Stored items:
•••
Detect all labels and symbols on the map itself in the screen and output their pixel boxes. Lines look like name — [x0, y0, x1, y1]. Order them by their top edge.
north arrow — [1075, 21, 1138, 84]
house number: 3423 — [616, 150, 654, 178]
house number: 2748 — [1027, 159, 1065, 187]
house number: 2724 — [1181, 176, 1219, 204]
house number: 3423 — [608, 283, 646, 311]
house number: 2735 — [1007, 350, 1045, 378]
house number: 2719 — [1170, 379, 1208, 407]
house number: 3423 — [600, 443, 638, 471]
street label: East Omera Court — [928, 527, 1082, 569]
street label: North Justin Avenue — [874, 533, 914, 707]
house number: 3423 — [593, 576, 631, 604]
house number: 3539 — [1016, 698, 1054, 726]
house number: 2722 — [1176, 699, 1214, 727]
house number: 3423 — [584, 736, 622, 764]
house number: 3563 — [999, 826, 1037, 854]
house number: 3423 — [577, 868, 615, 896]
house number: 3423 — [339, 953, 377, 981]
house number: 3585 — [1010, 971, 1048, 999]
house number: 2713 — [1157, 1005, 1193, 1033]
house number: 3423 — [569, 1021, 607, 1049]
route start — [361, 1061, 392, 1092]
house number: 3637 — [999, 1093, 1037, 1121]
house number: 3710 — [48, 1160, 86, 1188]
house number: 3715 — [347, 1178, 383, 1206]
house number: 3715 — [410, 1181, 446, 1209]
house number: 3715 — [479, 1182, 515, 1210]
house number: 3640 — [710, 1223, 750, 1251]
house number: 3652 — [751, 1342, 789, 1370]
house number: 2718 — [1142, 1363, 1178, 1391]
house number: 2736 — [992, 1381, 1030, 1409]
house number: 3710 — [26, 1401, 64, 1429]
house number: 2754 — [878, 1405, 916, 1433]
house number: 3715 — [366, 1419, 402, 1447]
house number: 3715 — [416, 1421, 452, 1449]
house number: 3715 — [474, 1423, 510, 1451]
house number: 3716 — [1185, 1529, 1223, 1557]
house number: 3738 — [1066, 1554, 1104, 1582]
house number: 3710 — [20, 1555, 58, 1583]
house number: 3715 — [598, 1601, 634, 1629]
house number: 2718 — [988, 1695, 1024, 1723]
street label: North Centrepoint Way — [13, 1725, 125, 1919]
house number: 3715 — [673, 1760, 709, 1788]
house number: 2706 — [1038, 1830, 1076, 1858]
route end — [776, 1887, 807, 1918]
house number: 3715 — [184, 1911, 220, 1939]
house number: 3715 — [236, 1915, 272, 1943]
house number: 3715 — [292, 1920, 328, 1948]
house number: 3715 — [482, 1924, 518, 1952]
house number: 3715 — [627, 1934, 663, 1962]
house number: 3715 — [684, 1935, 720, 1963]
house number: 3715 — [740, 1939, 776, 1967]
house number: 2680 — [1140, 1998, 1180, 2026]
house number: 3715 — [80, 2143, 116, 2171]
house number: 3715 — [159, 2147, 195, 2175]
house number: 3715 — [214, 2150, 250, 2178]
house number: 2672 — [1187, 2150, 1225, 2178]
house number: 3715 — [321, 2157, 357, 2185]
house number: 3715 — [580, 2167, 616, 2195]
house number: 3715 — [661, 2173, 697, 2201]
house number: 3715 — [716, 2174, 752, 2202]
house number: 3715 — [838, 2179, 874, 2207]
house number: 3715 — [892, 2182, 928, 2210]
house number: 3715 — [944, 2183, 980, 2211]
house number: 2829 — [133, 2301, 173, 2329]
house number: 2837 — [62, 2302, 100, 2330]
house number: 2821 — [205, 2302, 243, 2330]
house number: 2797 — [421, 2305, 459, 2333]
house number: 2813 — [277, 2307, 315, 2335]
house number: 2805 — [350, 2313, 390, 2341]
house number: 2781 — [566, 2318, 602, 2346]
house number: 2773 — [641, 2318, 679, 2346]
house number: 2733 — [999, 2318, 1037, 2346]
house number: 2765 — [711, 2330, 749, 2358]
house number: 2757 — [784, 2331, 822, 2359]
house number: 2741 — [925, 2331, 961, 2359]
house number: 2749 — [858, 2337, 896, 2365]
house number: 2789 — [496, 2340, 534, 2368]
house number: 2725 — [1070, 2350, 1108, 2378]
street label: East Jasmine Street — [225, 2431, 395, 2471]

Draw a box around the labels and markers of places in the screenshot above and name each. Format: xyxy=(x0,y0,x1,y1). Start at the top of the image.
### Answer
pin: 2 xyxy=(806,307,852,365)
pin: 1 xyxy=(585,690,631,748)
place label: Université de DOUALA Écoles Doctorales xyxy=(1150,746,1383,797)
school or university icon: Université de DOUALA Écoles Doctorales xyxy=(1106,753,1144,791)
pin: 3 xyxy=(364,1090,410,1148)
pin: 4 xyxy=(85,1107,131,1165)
•••
### Exercise requirements
Filter the records above down to the lines that hold the string "street".

### Output of the task
street label: East Omera Court — [928, 527, 1082, 569]
street label: North Justin Avenue — [874, 533, 914, 707]
street label: North Centrepoint Way — [13, 1725, 125, 1919]
street label: East Jasmine Street — [225, 2431, 395, 2471]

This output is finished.